DATA TO PROCESS:
◇ ◇ ◇ ◇ ◇

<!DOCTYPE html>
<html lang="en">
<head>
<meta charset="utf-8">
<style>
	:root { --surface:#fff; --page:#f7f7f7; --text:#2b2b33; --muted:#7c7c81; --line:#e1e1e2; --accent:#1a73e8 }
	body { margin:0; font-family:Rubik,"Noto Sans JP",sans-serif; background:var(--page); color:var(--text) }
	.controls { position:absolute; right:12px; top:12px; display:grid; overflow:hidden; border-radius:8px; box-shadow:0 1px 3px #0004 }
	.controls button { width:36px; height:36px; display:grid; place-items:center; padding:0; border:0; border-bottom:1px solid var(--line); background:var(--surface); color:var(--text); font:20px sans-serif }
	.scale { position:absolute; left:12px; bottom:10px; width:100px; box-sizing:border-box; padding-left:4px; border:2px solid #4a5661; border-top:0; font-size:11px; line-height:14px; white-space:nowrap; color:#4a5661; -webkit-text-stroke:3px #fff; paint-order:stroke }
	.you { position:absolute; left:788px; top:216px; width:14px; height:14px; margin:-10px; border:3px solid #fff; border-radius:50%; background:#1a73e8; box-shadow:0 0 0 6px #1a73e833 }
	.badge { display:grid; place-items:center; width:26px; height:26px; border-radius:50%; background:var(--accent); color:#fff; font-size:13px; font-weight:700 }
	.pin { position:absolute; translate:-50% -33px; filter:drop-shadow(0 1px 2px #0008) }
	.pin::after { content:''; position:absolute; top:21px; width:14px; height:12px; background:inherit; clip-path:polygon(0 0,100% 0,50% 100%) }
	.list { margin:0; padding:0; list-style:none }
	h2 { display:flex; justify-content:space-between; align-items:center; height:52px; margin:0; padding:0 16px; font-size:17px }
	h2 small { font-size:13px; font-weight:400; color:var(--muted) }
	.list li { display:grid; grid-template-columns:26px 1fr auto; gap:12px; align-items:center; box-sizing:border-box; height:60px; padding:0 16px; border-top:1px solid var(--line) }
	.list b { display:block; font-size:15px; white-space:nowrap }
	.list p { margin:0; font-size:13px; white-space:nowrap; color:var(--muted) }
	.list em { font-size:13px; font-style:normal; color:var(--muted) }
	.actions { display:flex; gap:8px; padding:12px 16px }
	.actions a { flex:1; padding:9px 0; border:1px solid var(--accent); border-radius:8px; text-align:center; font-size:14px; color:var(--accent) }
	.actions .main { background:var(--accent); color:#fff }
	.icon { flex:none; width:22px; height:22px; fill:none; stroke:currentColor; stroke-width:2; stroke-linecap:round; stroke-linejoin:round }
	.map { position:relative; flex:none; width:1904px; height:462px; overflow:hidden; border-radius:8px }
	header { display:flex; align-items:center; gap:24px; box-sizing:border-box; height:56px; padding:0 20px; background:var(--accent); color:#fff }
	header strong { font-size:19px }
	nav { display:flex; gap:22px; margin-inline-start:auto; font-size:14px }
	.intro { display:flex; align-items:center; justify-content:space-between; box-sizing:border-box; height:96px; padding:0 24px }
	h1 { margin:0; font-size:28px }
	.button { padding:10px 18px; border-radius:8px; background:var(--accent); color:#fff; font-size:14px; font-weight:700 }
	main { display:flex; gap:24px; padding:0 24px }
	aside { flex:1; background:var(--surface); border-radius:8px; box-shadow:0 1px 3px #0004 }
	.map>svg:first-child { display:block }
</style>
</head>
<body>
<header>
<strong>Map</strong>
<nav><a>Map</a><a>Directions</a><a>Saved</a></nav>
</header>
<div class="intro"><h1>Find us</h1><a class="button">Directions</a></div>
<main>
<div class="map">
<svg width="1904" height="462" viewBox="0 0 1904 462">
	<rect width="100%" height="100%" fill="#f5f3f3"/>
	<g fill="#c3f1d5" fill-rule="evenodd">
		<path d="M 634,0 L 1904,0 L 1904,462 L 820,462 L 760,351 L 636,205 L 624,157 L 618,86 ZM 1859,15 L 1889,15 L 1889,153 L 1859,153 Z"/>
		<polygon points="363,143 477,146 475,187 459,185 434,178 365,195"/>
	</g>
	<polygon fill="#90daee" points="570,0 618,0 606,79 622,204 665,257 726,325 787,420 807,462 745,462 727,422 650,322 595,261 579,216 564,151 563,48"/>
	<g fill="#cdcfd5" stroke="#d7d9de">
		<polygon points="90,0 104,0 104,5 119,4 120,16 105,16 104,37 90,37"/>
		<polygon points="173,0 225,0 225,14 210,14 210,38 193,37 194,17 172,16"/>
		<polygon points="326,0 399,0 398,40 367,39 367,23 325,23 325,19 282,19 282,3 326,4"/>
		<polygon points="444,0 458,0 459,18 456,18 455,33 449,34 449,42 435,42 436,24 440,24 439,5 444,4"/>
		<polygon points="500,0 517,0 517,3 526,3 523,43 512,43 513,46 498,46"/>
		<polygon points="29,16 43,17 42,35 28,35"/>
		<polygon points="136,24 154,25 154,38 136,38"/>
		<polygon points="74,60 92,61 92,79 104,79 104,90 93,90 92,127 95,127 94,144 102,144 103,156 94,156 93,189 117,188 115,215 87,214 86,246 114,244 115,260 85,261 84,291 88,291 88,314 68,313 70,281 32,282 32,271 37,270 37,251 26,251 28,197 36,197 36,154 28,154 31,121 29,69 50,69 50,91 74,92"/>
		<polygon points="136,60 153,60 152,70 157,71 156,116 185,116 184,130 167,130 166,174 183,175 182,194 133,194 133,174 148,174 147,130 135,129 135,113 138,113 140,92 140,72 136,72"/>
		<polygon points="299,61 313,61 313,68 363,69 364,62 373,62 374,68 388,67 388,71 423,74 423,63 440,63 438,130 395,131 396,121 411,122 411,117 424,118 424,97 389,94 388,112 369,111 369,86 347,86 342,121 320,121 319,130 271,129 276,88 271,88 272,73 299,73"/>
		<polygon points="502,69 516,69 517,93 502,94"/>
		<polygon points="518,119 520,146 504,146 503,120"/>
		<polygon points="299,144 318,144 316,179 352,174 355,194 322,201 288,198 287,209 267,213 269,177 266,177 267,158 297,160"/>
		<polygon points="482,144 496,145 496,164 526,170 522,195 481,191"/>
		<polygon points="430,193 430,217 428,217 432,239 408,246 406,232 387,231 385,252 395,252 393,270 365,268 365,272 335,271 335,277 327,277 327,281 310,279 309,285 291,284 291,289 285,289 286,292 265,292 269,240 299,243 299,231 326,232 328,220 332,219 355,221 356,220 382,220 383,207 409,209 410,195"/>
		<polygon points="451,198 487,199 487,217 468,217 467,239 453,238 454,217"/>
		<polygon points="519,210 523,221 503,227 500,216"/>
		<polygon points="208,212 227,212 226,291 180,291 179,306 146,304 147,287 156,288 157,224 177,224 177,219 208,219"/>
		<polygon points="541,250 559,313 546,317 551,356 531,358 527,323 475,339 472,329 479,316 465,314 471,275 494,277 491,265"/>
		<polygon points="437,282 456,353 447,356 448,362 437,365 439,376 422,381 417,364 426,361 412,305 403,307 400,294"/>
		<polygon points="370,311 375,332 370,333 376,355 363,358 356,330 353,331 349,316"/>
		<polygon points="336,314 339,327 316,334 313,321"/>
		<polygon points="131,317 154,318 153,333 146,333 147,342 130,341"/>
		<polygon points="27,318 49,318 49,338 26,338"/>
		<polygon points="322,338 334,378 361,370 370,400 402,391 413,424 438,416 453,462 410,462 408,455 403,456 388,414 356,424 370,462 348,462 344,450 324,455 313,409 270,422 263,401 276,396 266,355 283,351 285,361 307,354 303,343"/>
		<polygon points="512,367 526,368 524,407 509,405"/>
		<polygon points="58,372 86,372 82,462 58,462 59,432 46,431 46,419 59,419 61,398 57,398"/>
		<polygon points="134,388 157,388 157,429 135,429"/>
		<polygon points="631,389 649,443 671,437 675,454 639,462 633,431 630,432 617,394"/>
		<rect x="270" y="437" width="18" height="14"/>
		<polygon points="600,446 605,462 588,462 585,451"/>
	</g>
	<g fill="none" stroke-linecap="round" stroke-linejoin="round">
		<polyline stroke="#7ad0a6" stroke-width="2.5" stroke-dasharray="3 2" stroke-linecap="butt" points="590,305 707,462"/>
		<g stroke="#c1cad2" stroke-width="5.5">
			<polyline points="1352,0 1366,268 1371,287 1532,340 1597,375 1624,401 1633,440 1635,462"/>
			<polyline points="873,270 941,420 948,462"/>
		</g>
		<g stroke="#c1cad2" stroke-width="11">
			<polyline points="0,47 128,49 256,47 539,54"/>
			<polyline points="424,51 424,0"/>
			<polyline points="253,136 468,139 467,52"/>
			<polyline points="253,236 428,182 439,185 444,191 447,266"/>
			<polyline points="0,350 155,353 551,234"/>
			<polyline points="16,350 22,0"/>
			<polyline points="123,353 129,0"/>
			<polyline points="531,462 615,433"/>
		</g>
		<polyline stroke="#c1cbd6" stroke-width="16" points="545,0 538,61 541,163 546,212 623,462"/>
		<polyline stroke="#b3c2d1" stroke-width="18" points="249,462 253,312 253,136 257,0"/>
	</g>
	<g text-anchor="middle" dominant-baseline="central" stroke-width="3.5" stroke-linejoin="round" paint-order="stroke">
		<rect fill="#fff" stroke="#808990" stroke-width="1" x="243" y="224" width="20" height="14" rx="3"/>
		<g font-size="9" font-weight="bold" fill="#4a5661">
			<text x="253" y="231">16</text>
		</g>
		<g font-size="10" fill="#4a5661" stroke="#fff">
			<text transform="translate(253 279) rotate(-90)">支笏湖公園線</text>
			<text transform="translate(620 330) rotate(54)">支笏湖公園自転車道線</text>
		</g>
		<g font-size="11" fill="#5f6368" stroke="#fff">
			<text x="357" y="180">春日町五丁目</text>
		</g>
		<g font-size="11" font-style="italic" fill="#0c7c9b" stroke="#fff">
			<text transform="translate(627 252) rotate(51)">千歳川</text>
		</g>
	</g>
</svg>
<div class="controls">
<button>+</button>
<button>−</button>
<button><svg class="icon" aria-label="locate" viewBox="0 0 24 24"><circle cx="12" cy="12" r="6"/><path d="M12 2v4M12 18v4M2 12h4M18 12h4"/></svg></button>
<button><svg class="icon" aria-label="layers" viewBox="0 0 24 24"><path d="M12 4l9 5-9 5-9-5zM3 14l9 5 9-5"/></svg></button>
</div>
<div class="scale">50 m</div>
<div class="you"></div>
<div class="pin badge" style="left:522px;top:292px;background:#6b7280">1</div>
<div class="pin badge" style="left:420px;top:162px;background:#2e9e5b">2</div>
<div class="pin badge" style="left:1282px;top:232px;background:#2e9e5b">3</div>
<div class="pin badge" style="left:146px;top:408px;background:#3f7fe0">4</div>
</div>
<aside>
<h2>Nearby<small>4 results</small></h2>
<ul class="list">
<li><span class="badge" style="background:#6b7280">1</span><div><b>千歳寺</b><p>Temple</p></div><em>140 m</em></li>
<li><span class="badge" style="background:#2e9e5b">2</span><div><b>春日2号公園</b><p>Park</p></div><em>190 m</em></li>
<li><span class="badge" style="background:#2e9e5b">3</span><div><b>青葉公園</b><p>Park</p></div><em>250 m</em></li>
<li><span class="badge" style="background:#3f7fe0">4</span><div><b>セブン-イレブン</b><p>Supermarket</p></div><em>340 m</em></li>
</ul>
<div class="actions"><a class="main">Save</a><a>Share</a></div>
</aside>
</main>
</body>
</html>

◇ ◇ ◇ ◇ ◇

TRY IT: Repeat the material word for word from its opening line up to and including the line containing "position:absolute; translate:-50% -33px;".

RESPONSE TO THIS EXERCISE:
<!DOCTYPE html>
<html lang="en">
<head>
<meta charset="utf-8">
<style>
	:root { --surface:#fff; --page:#f7f7f7; --text:#2b2b33; --muted:#7c7c81; --line:#e1e1e2; --accent:#1a73e8 }
	body { margin:0; font-family:Rubik,"Noto Sans JP",sans-serif; background:var(--page); color:var(--text) }
	.controls { position:absolute; right:12px; top:12px; display:grid; overflow:hidden; border-radius:8px; box-shadow:0 1px 3px #0004 }
	.controls button { width:36px; height:36px; display:grid; place-items:center; padding:0; border:0; border-bottom:1px solid var(--line); background:var(--surface); color:var(--text); font:20px sans-serif }
	.scale { position:absolute; left:12px; bottom:10px; width:100px; box-sizing:border-box; padding-left:4px; border:2px solid #4a5661; border-top:0; font-size:11px; line-height:14px; white-space:nowrap; color:#4a5661; -webkit-text-stroke:3px #fff; paint-order:stroke }
	.you { position:absolute; left:788px; top:216px; width:14px; height:14px; margin:-10px; border:3px solid #fff; border-radius:50%; background:#1a73e8; box-shadow:0 0 0 6px #1a73e833 }
	.badge { display:grid; place-items:center; width:26px; height:26px; border-radius:50%; background:var(--accent); color:#fff; font-size:13px; font-weight:700 }
	.pin { position:absolute; translate:-50% -33px; filter:drop-shadow(0 1px 2px #0008) }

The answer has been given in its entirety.